Na bieżąco dzielimy się też wiedzą o ciekawych, wartościowych książkach – takich, które przeczytaliśmy w oryginale, które okazały się wartościowe, a które nie są jeszcze wydane po polsku. I w sumie nie raz zastanawialiśmy się nad tym, dlaczego żaden z wydawców nie kusi się na ich przetłumaczenie.
Dla jasności: ja nie chciałem być wydawcą cudzych książek. Ale Krzysiek – zainteresował się tematem. Teraz działamy tak, że jeśli jakieś zagraniczne książki nam się podobają, to IMKER próbuje zdobyć na nie licencję, a potem tłumaczy i wydaje je w Polsce.
Ja – jako osoba mająca istotny wpływ na selekcję tych tytułów – chętnie pomagam je promować i dodaję do mojego sklepu.
Wybieramy takie pozycje, które się uzupełniają i w przypadku których mamy przekonanie, że są mega wartościowe dla osób przedsiębiorczych albo po prostu – podobnie jak ja – zainteresowanych różnymi modelami biznesowymi i sposobami robienia pieniędzy.
Jak wydać książkę tłumaczoną to temat na zupełnie inną historię. I tu w zasadzie tyle na dzisiaj. Zachęcam jeszcze raz do wejścia do mojego sklepu.
{ 35 komentarzy… przeczytaj komentarze albo dodaj nowy komentarz }
Jak to było z tymi trampolinami? 🙂
Zaczynamy skakać od najmniejszych, żeby potem z łatwością przenosić się na coraz większe…

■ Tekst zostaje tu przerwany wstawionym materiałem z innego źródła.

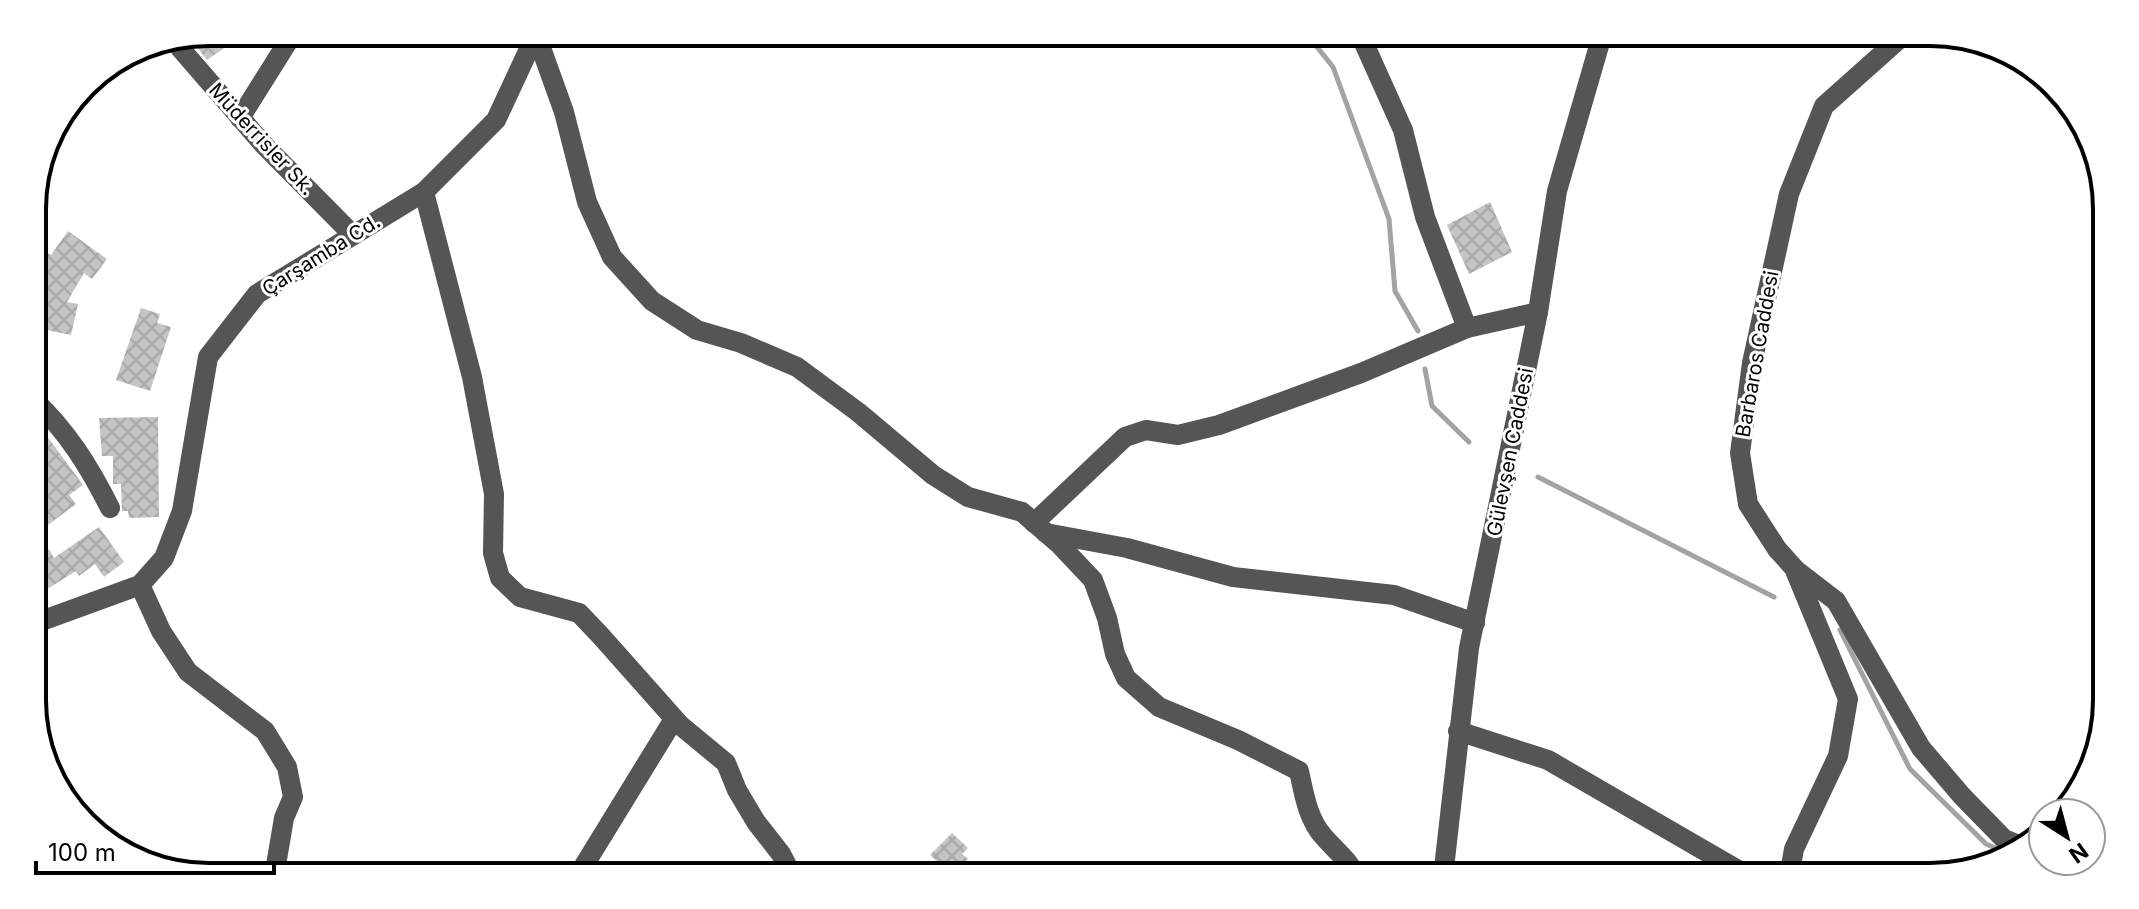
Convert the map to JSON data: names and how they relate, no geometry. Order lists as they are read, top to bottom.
{
  "streets": {
    "street": [
      "Müderrisler Sk.",
      "Çarşamba Cd.",
      "Barbaros Caddesi",
      "Gülevşen Caddesi"
    ]
  },
  "crossings": [
    ["Müderrisler Sk.", "Çarşamba Cd."]
  ],
  "scale_bar": "100 m",
  "north": "bottom right"
}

Panuje ogólne przekonanie, zresztą poniekąd słuszne, że całą tą wiedzę która w książkach jest można za darmo znaleźć w internecie. I tak jest, tylko że tym którzy tak piszą i tak w większości przypadków nie chce się jej szukać 🙂 Dodatkowo nikt nie liczy kosztu czasu, który trzeba na to poświęcić.

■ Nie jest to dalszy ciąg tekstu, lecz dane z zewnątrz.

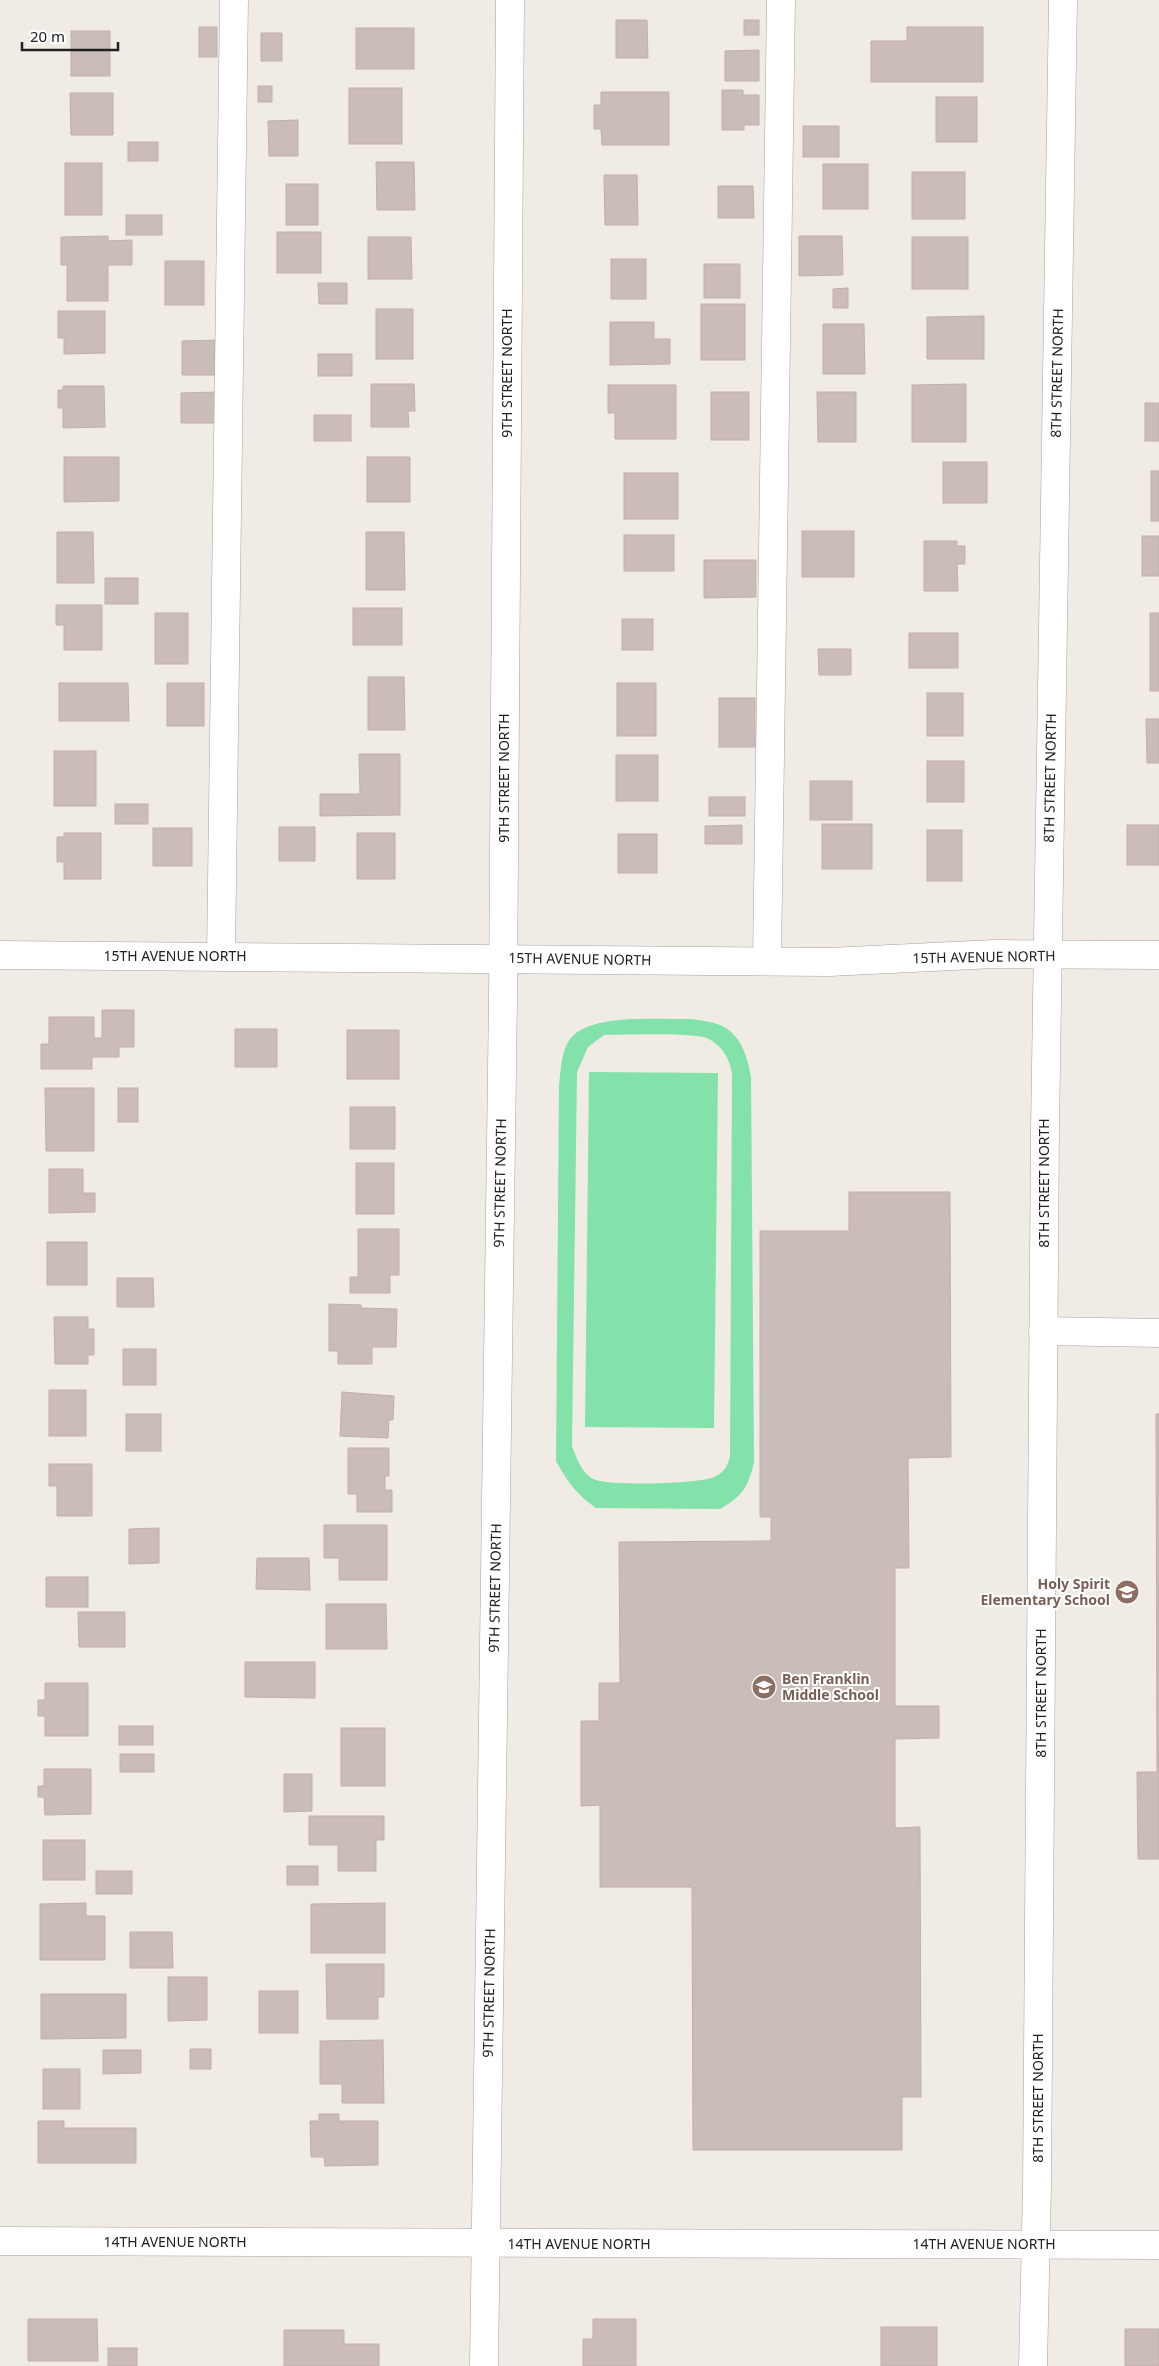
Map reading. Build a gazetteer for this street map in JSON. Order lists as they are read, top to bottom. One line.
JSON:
{"streets":{"street":["9TH STREET NORTH","8TH STREET NORTH","15TH AVENUE NORTH","14TH AVENUE NORTH"]},"crossings":[["9TH STREET NORTH","15TH AVENUE NORTH"],["9TH STREET NORTH","14TH AVENUE NORTH"],["8TH STREET NORTH","15TH AVENUE NORTH"],["8TH STREET NORTH","14TH AVENUE NORTH"]],"places":{"school or university":["Holy Spirit Elementary School","Ben Franklin Middle School"]},"scale_bar":"20 m"}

A jeśli chodzi o komentarze tego typu pod postami, to już chyba standard pod większością postów sponsorowanych.
Dzięki Anatol. 🙂 Jak zwykle w punkt.
Dodałbym jeszcze jedną rzecz 🙂 Jak już się tę książkę przeczyta, to warto wdrożyć zawartą w niej wiedze. Lub przynajmniej spróbować 😉 Już nie raz trafiłem na wypowiedzi, opisujące jakąś publikacje, gdzie w ferworze komentarzy wychodziło na jaw, że rzeczywiście książka została przeczytana, ale nie działa, bo nie wprowadziło się proponowanych zmian w życie 😉
Takie komentarze są w większości słuszne – nie chodzi mi konkretnie o komentarze pod postami o FN, ale ogólnie o postach w tej tematyce. „Zostan rentjerem”, „dochód pasywny i emerytura na Majorce przed 30”, ile takich treści jest? Może niektóre wartościowe, a może, kursy, książki, poradniki, zatrzęsienie głowy.
Z jednej strony: nie czytałeś? Nie komentuj, z drugiej na każdym kroku ktoś obiecuje kokosy za nic 🙂 FN jest inny, ale mało kto to wie.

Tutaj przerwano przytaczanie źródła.